Still more lazy thoughts from this one…

Opening Titles and Song: Three Days of the Condor (1975)

As this is one of the films I make a point to watch during the year-end Christmas holiday, will give Three Days of the Condor‘s opening titles and song some much-needed appreciation. Not that Sidney Pollack’s venerable thriller from the good ol’ bad days of the ’70s needs it. As befitting the era, its opening jumps into placing the audience immediately into the story’s setting and intrigue via the printed word; care of contemporary technology, typeface, and music.

Interestingly, though the timeframe of the film is very much an analog world, the opening titles begin their focus on the computer automation of time taking hold. The OCR1 equipment of the day drawing our eye as the scanner and print head skim across the paper and words struck in-between their focus. Despite the automation being machine powered, it is under the scrutiny and supervision of its human controller. Tina Chen’s not-long-for-this-world Janice.

Being situated in-between, be it analog and digital, or a rock and a hard place, the distinct undercurrent of Three Days of the Condor2 is the essence of what the titles hint at.

Visually, the segment cleverly juxtaposes technology and the clandestine endeavors underway at the American Literary Historical Society. The film’s CIA research office in New York City those on display work for. Implied by virtue of the title font, one based on the Moore Computer typeface. A set of numerals and control characters “designed to meet the needs of magnetic character recognition in automatic cheque and document reading equipment.”3

Even the credits read left to right as they appear the screen, except for one — the actual title of the movie. Three Days of the Condor appears in its entirety but in a hollow form. Each ensuing, empty character then transmutes in the same direction. Not only emphasizing the name of the film but also suggesting this thriller will be puzzled together as each letter and clue is filled in. It’s at this moment more textual scheming set afoot as something is snuck in: Helvetica4.

When the ubiquitous font drops into this section perhaps it’s for readability, but also to graphically indicate another authority is at play. The whole of the title design by Phill Norman for the opening sequence seems to be an effort to symbolically depict and pit words and ideas against each other onscreen by means of typeface. This uncovered subterfuge paralleling one that gets the film’s protagonist into trouble, which is just part of his job description:

“Listen. I work for the CIA. I am not a spy. I just read books! We read everything that’s published in the world. And we… we feed the plots – dirty tricks, codes – into a computer, and the computer checks against actual CIA plans and operations. I look for leaks, I look for new ideas… We read adventures and novels and journals. I… I… Who’d invent a job like that?”

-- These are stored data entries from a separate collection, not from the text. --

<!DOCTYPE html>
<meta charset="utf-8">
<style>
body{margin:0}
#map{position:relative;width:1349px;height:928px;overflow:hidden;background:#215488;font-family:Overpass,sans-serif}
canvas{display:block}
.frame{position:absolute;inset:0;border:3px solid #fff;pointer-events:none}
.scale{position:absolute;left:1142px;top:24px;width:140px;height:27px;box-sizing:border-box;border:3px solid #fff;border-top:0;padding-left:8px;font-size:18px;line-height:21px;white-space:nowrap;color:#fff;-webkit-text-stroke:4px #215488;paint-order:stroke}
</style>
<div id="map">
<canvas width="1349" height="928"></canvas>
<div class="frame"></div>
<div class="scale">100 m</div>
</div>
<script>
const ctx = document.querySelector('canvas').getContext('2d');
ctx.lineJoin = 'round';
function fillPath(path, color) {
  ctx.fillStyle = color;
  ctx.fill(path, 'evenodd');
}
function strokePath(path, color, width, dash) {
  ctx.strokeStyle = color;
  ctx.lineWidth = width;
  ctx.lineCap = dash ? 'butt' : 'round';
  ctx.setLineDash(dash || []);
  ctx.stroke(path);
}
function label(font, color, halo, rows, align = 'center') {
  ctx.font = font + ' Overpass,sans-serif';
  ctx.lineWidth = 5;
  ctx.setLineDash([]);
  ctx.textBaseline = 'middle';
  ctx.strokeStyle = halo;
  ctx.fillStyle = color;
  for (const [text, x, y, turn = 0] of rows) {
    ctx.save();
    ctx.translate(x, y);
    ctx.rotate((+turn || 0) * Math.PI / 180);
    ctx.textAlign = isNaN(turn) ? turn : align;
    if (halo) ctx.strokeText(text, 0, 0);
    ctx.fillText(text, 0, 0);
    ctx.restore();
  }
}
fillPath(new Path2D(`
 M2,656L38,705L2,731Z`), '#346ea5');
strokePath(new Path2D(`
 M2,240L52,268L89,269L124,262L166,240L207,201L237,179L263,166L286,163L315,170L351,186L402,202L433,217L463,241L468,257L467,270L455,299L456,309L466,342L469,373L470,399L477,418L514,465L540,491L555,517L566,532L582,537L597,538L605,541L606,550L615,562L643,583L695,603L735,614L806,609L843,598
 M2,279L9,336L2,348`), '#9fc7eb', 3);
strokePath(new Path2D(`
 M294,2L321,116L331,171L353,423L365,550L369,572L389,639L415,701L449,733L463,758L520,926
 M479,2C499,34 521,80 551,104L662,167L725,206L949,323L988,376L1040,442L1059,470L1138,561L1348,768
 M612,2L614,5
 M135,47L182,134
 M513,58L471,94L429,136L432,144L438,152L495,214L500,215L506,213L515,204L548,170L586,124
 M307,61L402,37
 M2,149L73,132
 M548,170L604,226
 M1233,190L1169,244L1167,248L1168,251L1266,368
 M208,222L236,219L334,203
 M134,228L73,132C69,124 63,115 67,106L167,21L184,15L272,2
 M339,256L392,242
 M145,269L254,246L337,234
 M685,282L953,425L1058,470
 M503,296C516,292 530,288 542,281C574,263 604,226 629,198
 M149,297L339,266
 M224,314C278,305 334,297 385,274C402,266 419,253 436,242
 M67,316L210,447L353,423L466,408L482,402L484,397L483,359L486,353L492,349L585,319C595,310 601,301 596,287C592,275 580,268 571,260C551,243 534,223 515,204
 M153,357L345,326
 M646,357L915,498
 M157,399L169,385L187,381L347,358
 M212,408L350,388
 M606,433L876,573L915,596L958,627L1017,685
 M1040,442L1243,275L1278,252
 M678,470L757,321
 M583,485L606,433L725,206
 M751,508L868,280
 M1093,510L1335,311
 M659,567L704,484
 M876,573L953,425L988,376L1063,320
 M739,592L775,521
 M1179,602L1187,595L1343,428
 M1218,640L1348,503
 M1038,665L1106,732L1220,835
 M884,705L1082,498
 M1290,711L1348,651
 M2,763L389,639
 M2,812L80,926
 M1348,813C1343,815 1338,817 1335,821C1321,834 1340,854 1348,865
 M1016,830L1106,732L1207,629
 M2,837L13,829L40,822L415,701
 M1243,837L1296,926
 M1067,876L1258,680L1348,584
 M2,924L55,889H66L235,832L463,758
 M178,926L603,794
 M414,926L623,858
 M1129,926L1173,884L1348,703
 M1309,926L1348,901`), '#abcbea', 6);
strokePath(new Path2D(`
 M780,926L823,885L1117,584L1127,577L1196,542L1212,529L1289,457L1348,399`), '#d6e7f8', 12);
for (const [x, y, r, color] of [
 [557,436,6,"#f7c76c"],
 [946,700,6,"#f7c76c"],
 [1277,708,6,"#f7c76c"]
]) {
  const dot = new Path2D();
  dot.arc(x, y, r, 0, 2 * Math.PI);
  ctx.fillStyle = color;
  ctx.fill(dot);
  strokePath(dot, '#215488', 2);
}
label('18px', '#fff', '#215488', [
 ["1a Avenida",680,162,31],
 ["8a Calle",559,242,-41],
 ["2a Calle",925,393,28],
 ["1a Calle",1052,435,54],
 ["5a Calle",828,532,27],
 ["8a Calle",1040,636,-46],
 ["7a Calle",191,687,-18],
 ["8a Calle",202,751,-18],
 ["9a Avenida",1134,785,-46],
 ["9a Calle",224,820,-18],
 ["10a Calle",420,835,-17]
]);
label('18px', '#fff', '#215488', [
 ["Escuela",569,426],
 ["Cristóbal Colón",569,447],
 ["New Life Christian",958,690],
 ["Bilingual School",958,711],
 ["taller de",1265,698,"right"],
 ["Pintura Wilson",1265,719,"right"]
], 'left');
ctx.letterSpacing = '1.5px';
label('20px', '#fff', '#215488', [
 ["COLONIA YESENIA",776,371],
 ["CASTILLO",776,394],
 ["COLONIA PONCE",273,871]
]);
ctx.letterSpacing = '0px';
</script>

The rest deciphers the studious day-to-day work of this scholarly group; detailing their covert abstracts as the credits roll on. Much like Robert Redford’s ever-late Joseph Turner (code name, Condor)5 motoring across NYC traffic. To the only place where he can safely talk to cohorts about their literary cloak-and-dagger efforts. The progression marking the individual standing out, and all of it set to the burgeoning jazz-funk rhythms of the period.

For this his second among many collaborations6 with the director, American composer-arranger-producer and pianist, Dave Grusin, orchestrated a stylishly timely soundtrack for Three Days of the Condor. The introductory theme, Condor!, imbues the titles sequence with a dynamic fusion of jazz and R&B patterns. The extemporized tones used to denote Joe Turner as a character set apart from his more staid colleagues in a conspiratorial post-Watergate world.

Put another way, the piece and sequence imply why he’ll be the only one left alive to expose it.


  1. Short for Optical Character Recognition — the process of capturing the text of a document and translating the characters into digital code that can be used for data processing; sometimes referred to as text recognition. 
  2. Lorenzo Semple Jr. and David Rayfiel’s screenplay based upon James Grady’s Six Days of the Condor novel. 
  3. Designed by James H. Moore of Typographic House, Boston [Cristen Moore-Abdow] and released by VGC in 1968 [Splorp]. ~ Fonts In Use 
  4. Helvetica or Neue Haas Grotesk is a widely used sans-serif typeface developed in 1957 by Swiss typeface designer Max Miedinger with input from Eduard Hoffmann. ~ Wikipedia 
  5. Redford and Pollack would collaborate in seven motion pictures from 1966 to 1990. 
  6. After their first (1974’s The Yakuza), Grusin would team up again with Pollack to deliver soundtracks for Bobby Deerfield (1977), The Electric Horseman (1979), Absence of Malice (1981), Tootsie (1982), Havana (1990), The Firm (1993), and finally Random Hearts (1999). 

6 Responses to “Opening Titles and Song: Three Days of the Condor (1975)”

  1. Cindy Bruchman

    You are amazing. What you notice about opening and explain to the rest of us is extraordinary, Michael!
    SIGH. I have never seen this film. What a cool way to open a film. Analog and text tracking. Fascinating.